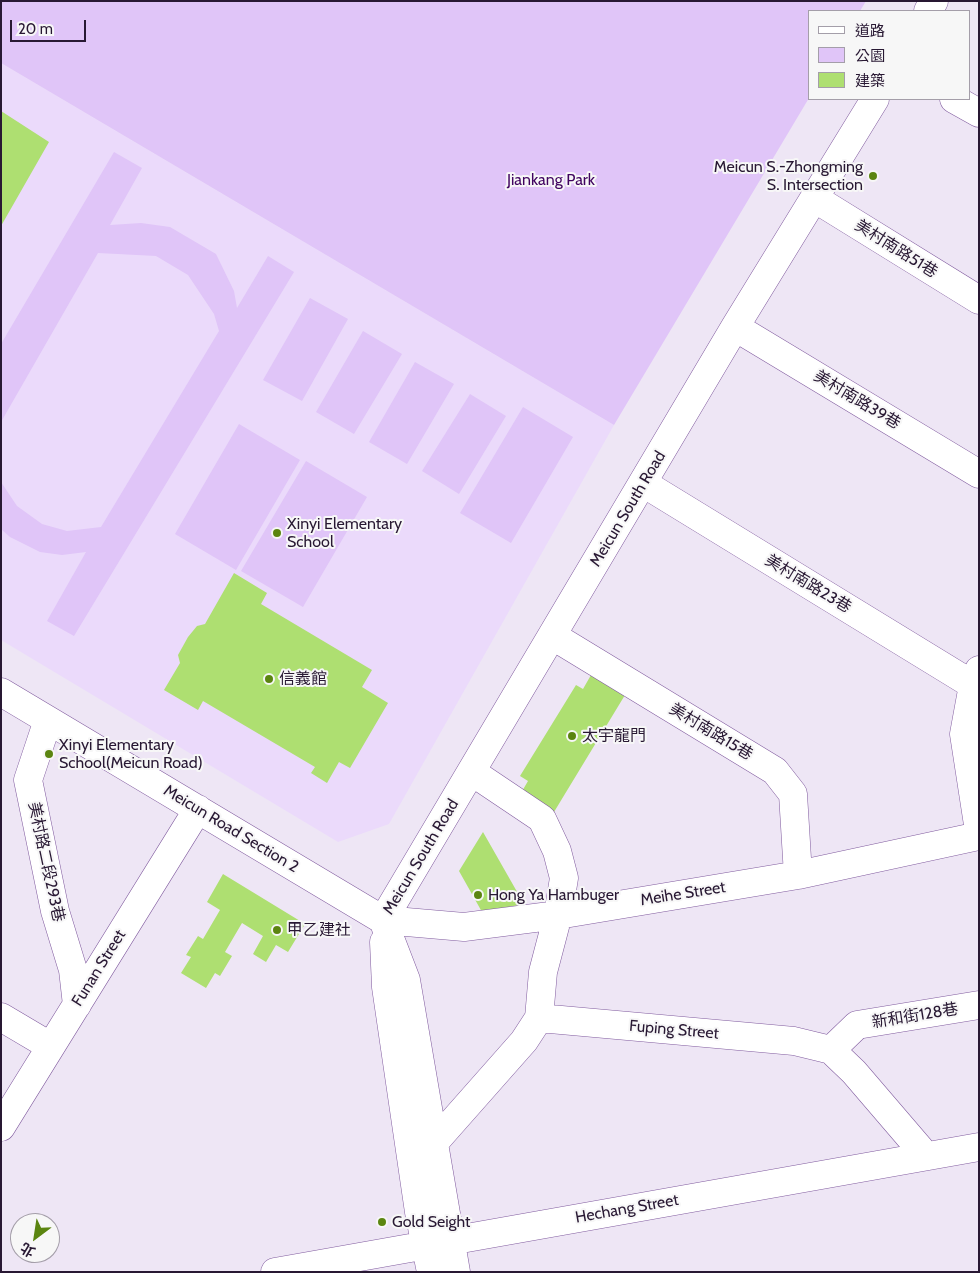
<!DOCTYPE html>
<meta charset="utf-8">
<style>
body{margin:0}
#map{position:relative;width:980px;height:1273px;overflow:hidden;background:#eee6f5;font-family:Cabin,"Noto Sans TC",sans-serif}
canvas{display:block}
.frame{position:absolute;inset:0;border:2px solid #281833;pointer-events:none}
.legend{position:absolute;left:808px;top:10px;width:162px;height:90px;box-sizing:border-box;background:#f7f7f7;border:1px solid #a49ea9;margin:0;padding:6px 9px;list-style:none;font-size:15px;color:#281833}
.legend li{display:flex;align-items:center;gap:10px;height:25px}
.legend b{width:25px;border:1px solid #a49ea9}
.north{position:absolute;left:10px;top:1213px;width:50px;height:50px;box-sizing:border-box;background:#f7f7f7;border:1px solid #a49ea9;border-radius:50%;rotate:211deg;font-size:14px;font-weight:700;line-height:20px;text-align:center;color:#281833}
.north::after{content:'';display:block;margin:auto;width:18px;height:22px;background:#5b8510;clip-path:polygon(50% 0,100% 100%,50% 72%,0 100%)}
.scale{position:absolute;left:10px;top:20px;width:76px;height:22px;box-sizing:border-box;border:2px solid #281833;border-top:0;padding-left:6px;font-size:15px;line-height:18px;white-space:nowrap;color:#281833;-webkit-text-stroke:4px #f7f7f7;paint-order:stroke}
</style>
<div id="map">
<canvas width="980" height="1273"></canvas>
<div class="frame"></div>
<ul class="legend">
<li><b style="height:6px;background:#fff"></b>道路</li>
<li><b style="height:14px;background:#e0c5f8"></b>公園</li>
<li><b style="height:14px;background:#aedf71"></b>建築</li>
</ul>
<div class="north">北</div>
<div class="scale">20 m</div>
</div>
<script>
const ctx = document.querySelector('canvas').getContext('2d');
ctx.lineJoin = 'round';
function paint(path, color) {
  ctx.fillStyle = color;
  ctx.fill(path, 'evenodd');
}
function toPath(rows) {
  const path = new Path2D();
  for (const r of rows) {
    path.moveTo(r[0], r[1]);
    for (let i = 2; i < r.length; i += 2) path.lineTo(r[i], r[i + 1]);
  }
  return path;
}
function stroke(path, color, width, dash) {
  ctx.strokeStyle = color;
  ctx.lineWidth = width;
  ctx.lineCap = dash ? 'butt' : 'round';
  ctx.setLineDash(dash || []);
  ctx.stroke(path);
}
function write(font, color, halo, rows, align = 'center') {
  ctx.font = font + ' Cabin,"Noto Sans TC",sans-serif';
  ctx.lineWidth = 4;
  ctx.setLineDash([]);
  ctx.textBaseline = 'middle';
  ctx.strokeStyle = halo;
  ctx.fillStyle = color;
  for (const [text, x, y, turn = 0] of rows) {
    ctx.save();
    ctx.translate(x, y);
    ctx.rotate((+turn || 0) * Math.PI / 180);
    ctx.textAlign = isNaN(turn) ? turn : align;
    if (halo) ctx.strokeText(text, 0, 0);
    ctx.fillText(text, 0, 0);
    ctx.restore();
  }
}
paint(toPath([
 [1,63,614,425,389,824,338,842,1,640]
]), '#ebdafb');
paint(toPath([
 [1,1,866,1,860,11,809,11,809,98,614,425,1,63],
 [114,152,142,168,110,225,141,223,170,227,216,254,234,291,237,308,268,256,294,272,74,636,47,621,86,552,62,555,40,552,10,537,1,529,1,482,17,506,42,524,67,531,101,527,219,331,214,314,188,275,156,256,98,253,1,422,1,344],
 [310,298,348,319,302,401,263,380],
 [363,331,402,354,354,434,316,412],
 [415,362,454,384,407,464,369,442],
 [470,394,506,416,459,494,422,471],
 [523,407,573,437,511,543,460,513],
 [239,424,300,460,236,570,175,534],
 [306,461,367,497,303,607,241,571]
]), '#e0c5f8');
paint(toPath([
 [1,111,49,142,1,226],
 [234,573,267,593,261,604,372,670,362,687,388,703,350,768,339,762,327,783,311,773,315,767,203,701,198,710,164,690,180,663,178,655,188,637,197,626,205,624],
 [591,675,625,695,554,812,521,793,528,781,520,776,576,685,583,689],
 [483,832,524,904,482,912,459,871],
 [223,874,305,924,288,952,276,945,266,962,253,954,263,936,242,923,225,952,232,956,220,976,215,973,206,988,181,973,191,957,186,955,198,936,203,939,220,910,207,902]
]), '#aedf71');
const minor = toPath([
 [928,11,934,1],
 [954,99,979,113],
 [814,198,979,300],
 [735,327,979,474],
 [643,483,973,685],
 [553,636,775,771,793,794,798,875],
 [979,670,973,685,964,734,979,831],
 [1,692,383,920,406,980,456,1272],
 [48,720,28,780,55,911,73,970,77,1005],
 [472,772,542,819,557,851,564,878,558,915,543,972,539,1018],
 [383,920,735,327,875,99],
 [383,920,464,927,558,915,798,875,979,836],
 [384,942,386,987,419,1212,431,1272],
 [1,1017,50,1046],
 [831,1050,857,1025,979,1005],
 [1,1127,198,809],
 [433,1144,524,1041,539,1018,794,1041,831,1050,854,1072,926,1156],
 [275,1272,979,1147]
]);
stroke(minor, '#815c9f', 29);
stroke(minor, '#fff', 28);
for (const [x, y, r, color] of [
 [873,176,5,"#5b8510"],
 [277,533,5,"#5b8510"],
 [269,679,5,"#5b8510"],
 [572,736,5,"#5b8510"],
 [49,754,5,"#5b8510"],
 [478,895,5,"#5b8510"],
 [277,930,5,"#5b8510"],
 [382,1222,5,"#5b8510"]
]) {
  const dot = new Path2D();
  dot.arc(x, y, r, 0, 2 * Math.PI);
  ctx.fillStyle = color;
  ctx.fill(dot);
  stroke(dot, '#f7f7f7', 2);
}
write('16px', '#281833', '#f7f7f7', [
 ["Meicun S.-Zhongming",863,167,"right"],
 ["S. Intersection",863,185,"right"],
 ["Xinyi Elementary",287,524],
 ["School",287,542],
 ["信義館",279,679],
 ["太宇龍門",582,736],
 ["Xinyi Elementary",59,745],
 ["School(Meicun Road)",59,763],
 ["Hong Ya Hambuger",488,895],
 ["甲乙建社",287,930],
 ["Gold Seight",392,1222]
], 'left');
write('16px', '#400460', '#f7f7f7', [
 ["Jiankang Park",551,180]
]);
write('16px', '#281833', '#f7f7f7', [
 ["美村南路51巷",896,249,32],
 ["美村南路39巷",857,400,31],
 ["Meicun South Road",628,509,-59],
 ["美村南路23巷",808,584,31],
 ["美村南路15巷",711,732,31],
 ["Meicun Road Section 2",231,829,31],
 ["Meicun South Road",421,857,-59],
 ["美村路二段293巷",46,862,78],
 ["Meihe Street",683,894,-9],
 ["Funan Street",99,968,-58],
 ["新和街128巷",915,1016,-9],
 ["Fuping Street",674,1030,5],
 ["Hechang Street",627,1209,-10]
]);
</script>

| Work task |
Figure out how many lines of the material include "serif", then reply with the count alone.

| Response box |
2